There are different ways to make your almond cookies but this one by Martha Stewart will have you drooling in no time!

Let’s bake!

Chinese Almond Cookies Martha Stewart

Prep Time 15 mins
Cook Time 15 mins
Total Time 30 mins
Course Dessert
Calories 81 kcal

Ingredients
  

  • 1 cup of lard
  • 1 1/2 cups of sugar
  • 2 ½ tablespoons of almond extract
  • 2 eggs
  • 2 ½ tablespoons of baking soda
  • ¾ tablespoons of salt
  • 3 ¾ cups of flour

Instructions
 

  • Preheat your oven to 350 degrees. Line two baking sheets with parchment paper and place your racks in the upper and lower third level.
  • Out of the available almonds, reserve 28 of them (1/4) for the purpose of garnishing.

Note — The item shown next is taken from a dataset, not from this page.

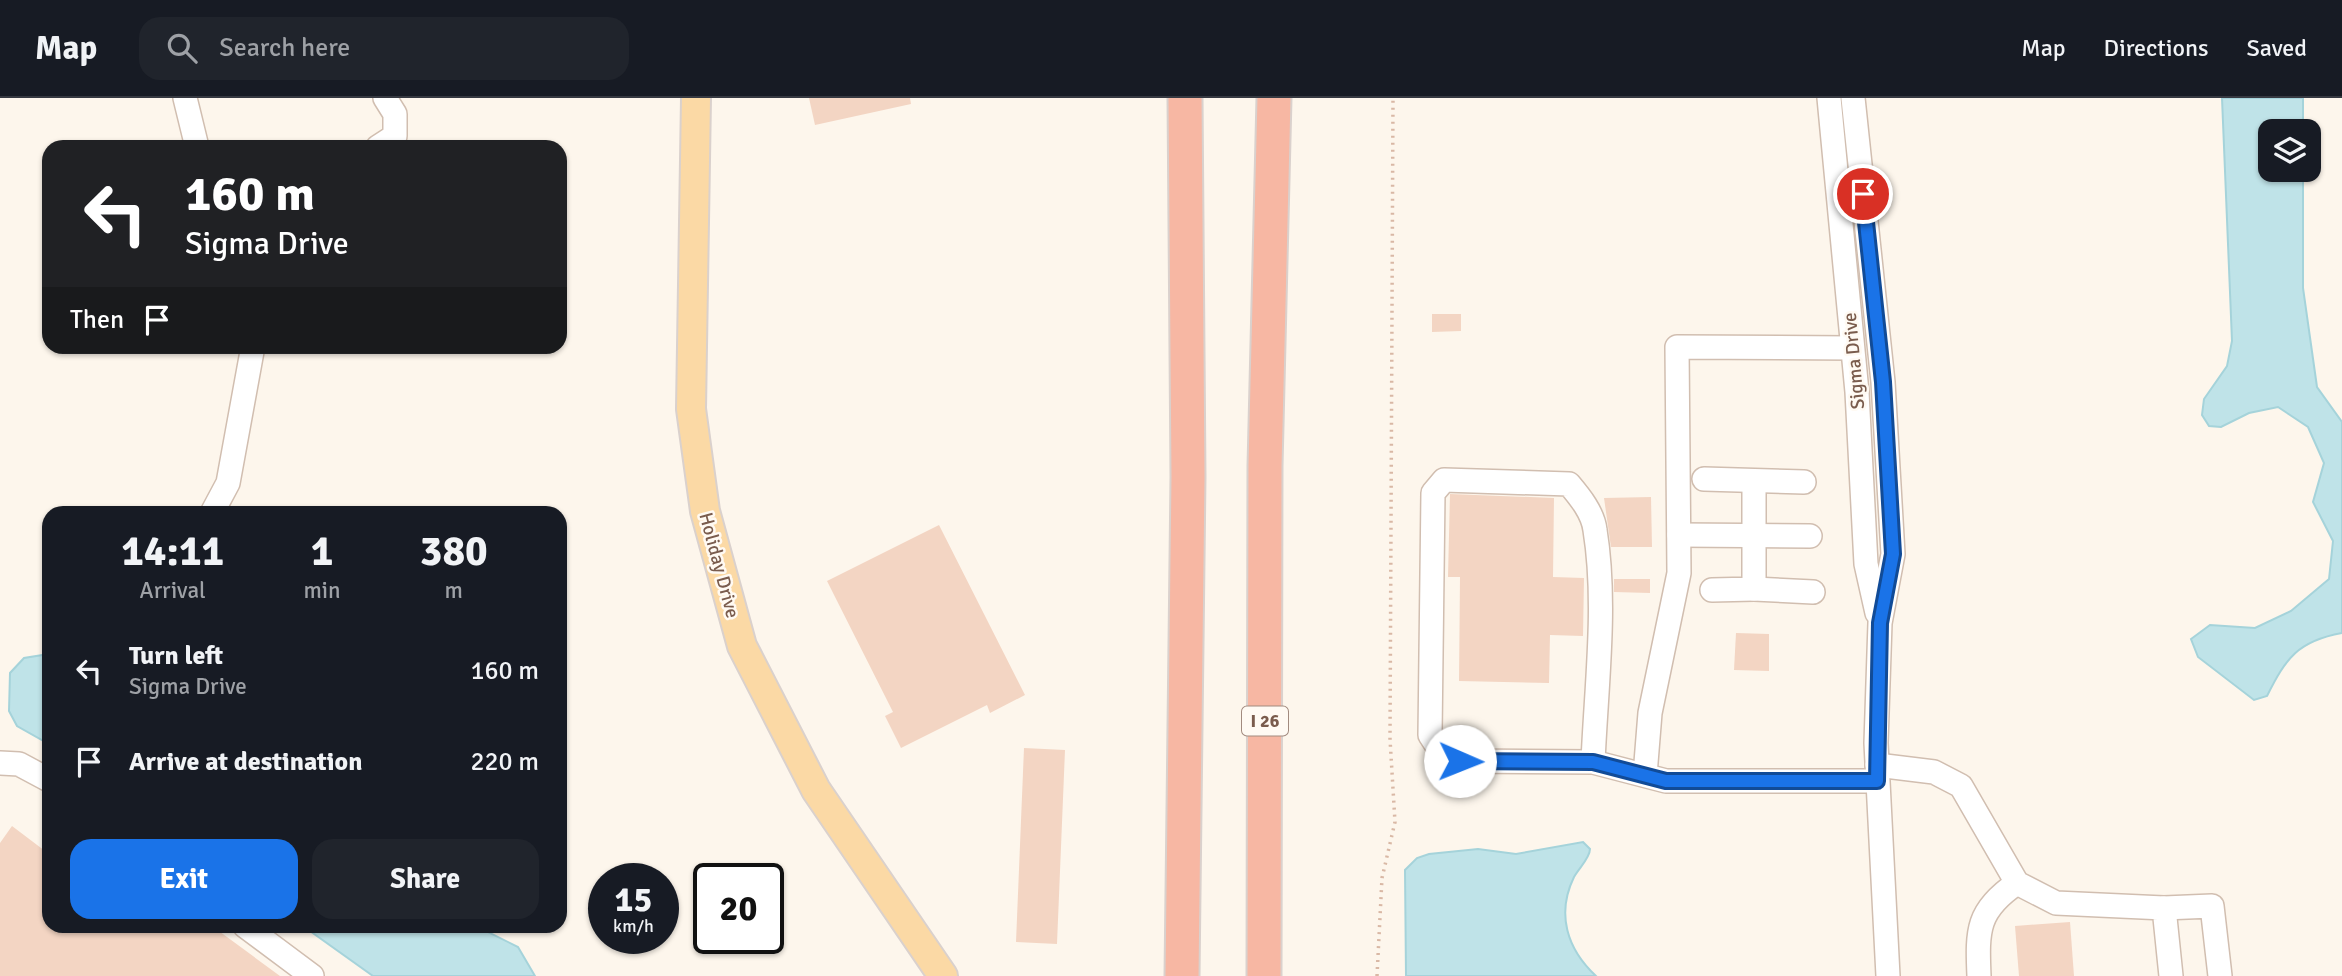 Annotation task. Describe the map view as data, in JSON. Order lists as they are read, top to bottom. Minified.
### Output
{"streets":{"highway":["I 26"],"main road":["Holiday Drive"],"street":["Sigma Drive"]},"page":{"header":"Map","search":"Search here","nav":["Map","Directions","Saved"],"turn":["160 m","Sigma Drive"],"then":"Then","eta":["14:11","Arrival","1","min","380","m"],"list":[{"name":"Turn left","note":"Sigma Drive","value":"160 m"},{"name":"Arrive at destination","value":"220 m"}],"buttons":["Exit","Share"],"speed":"15 km/h","limit":"20"}} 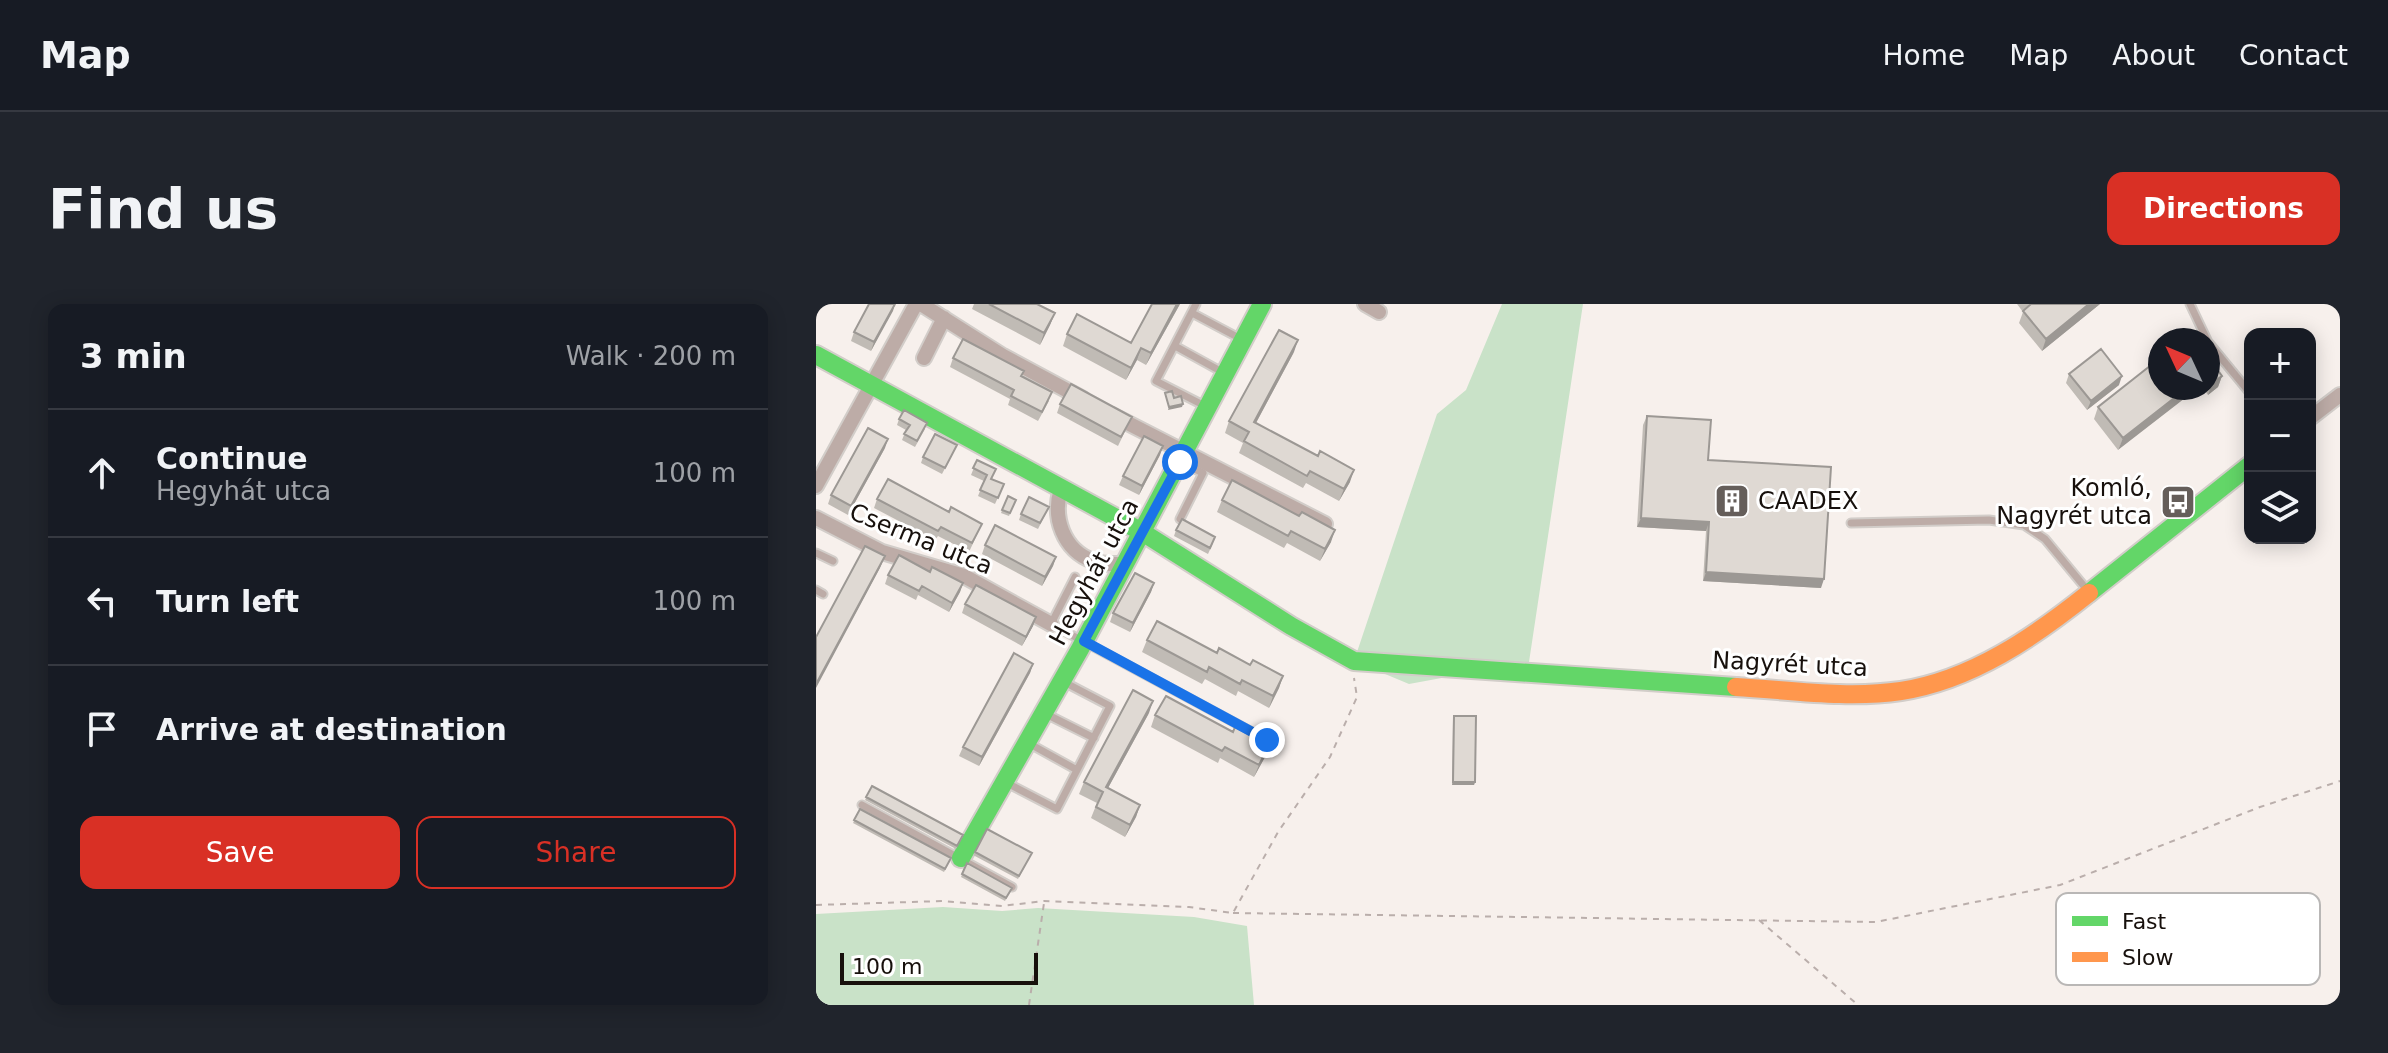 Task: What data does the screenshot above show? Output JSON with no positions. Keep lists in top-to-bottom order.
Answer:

Then place the almonds you have left in a food processor and ground.
  • Once ready, bring it out and set it aside.
  • With an electric mixer, beat up butter and sugar until light and fluffy.
  • Add whole eggs, orange zest and almond extract (optional)
  • Beat until you have a smooth blend.
  • In a different bowl, add  flour, baking soda and salt and whisk.
  • In the blend containing sugar and butter, add up the dry ingredients and beat until properly mixed. 
  • Mix up your ground almonds as well but don't over mix.
  • In a different bowl, beat up egg white lightly and add 1 tablespoon of water.
  • Roll dough into balls using 1 level tablespoon per cookie. Place on a prepared sheet, at least 1 inch apart.
  • Use your thumb to press lightly in the center of each cookie. (Or use a floured wooden spoon.)
  • Press carefully the centre of each rolled dough and at the pressed point, and place an almond.
  • Take the bowl that contains the beat up egg white and water and then brush the mixture over your cookies.
  • Bake rolled dough for 12-15 minutes until it becomes golden brown. 
  • Allow it to cook and then transfer the cooled cookies onto a wire rack.
Keyword Chinese almond Cookies, Chinese recipe, Dessert

Recommended ingredients

Health Benefits of Chinese Almond Cookies

Contain antioxidants

Almonds contain Antioxidants.  are very important to the body because they help protect the body against oxidative stress. 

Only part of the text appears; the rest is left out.